The nation’s busiest waterway, the Houston Ship Channel connects the industrial operations surrounding Houston as well as the oil, gas, and container shipping industries with Galveston Bay and the Gulf of Mexico. Annually, they report that there are nearly 9,000 vessel calls for a total of over 20,000 ship movements in the port.
The full scope of the project is divided into six segments and two subsegments. Along its Galveston Bay reach, the Houston Ship Channel will be widened by 170 feet, from 530 feet to 700 feet. The project will also deepen upstream segments to 45 feet, make other safety and efficiency improvements, and craft new environmental features.
“Our port serves as the anchor for the Texas region,” Port Houston Chairman Ric Campo said. “Expanding the Houston Ship Channel to accommodate the growth of vessel calls, vessel sizes, and cargo needs for customers and consumers will continue providing over 3.2 million jobs and $802 billion in economic value to the nation.”
In addition to the growth in the energy and manufacturing industries, the port also highlights the expansion of the Panama Canal as contributing to the growth in traffic and demands on the ship channel. For example, they note since 2006 and 2007 the length of LPG carriers has increased 28 percent while the average length of containerships has increased by more than 20 percent.
Improvements to the Houston Ship Channel are vital to maintaining safe navigation, providing for two-way traffic, and removing areas that require increasingly dangerous maneuvers from the larger ships.
“As we begin construction of Project 11, we have a glimpse into the future we are building,” said the port’s Executive Director Roger Guenther. “This project will enable vessels to deliver goods to our doorsteps, export USA-made cargo around the world, provide safe passage for thousands of ships, and shape the livelihoods of millions of Americans for generations to come.”

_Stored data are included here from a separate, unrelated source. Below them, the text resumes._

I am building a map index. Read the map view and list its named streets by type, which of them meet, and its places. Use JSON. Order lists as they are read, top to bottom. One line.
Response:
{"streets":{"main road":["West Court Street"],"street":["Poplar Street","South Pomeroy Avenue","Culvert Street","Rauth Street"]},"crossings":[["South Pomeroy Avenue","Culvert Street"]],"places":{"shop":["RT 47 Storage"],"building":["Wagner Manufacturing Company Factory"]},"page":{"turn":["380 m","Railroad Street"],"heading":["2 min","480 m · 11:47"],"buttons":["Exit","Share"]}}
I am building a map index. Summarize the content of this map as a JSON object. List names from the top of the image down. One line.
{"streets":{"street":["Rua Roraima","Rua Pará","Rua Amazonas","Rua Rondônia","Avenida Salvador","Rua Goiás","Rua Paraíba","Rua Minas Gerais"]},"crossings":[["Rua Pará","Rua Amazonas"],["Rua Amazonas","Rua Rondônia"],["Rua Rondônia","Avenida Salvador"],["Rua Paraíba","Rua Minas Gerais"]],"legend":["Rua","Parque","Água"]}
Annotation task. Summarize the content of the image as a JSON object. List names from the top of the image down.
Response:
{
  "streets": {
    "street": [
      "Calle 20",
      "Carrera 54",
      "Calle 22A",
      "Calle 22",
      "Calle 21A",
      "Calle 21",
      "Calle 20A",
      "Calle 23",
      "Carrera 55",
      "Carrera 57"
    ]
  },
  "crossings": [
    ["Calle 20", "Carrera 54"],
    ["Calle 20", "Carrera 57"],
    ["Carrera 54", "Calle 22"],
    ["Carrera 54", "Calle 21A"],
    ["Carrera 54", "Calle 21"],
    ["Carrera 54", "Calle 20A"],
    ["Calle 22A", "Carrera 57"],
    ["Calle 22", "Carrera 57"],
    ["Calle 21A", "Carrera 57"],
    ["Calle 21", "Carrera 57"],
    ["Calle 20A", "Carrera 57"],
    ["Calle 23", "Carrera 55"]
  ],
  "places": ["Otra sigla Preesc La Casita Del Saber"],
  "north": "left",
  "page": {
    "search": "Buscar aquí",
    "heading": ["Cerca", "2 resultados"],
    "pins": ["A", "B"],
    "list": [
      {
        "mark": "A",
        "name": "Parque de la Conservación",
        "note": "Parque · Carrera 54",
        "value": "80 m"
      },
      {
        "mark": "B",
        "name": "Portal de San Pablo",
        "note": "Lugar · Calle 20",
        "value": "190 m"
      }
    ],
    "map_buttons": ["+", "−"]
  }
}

Congress authorized the Houston Ship Channel Expansion, known as Project 11, in December 2020. The first construction contract was awarded by Port Houston at the April commission meeting and will prepare the site to receive dredge material as the channel is expanded. In addition, more than half of the total $24 million in contracts approved by the commission’s April 2021 meeting were to support Project 11 efforts.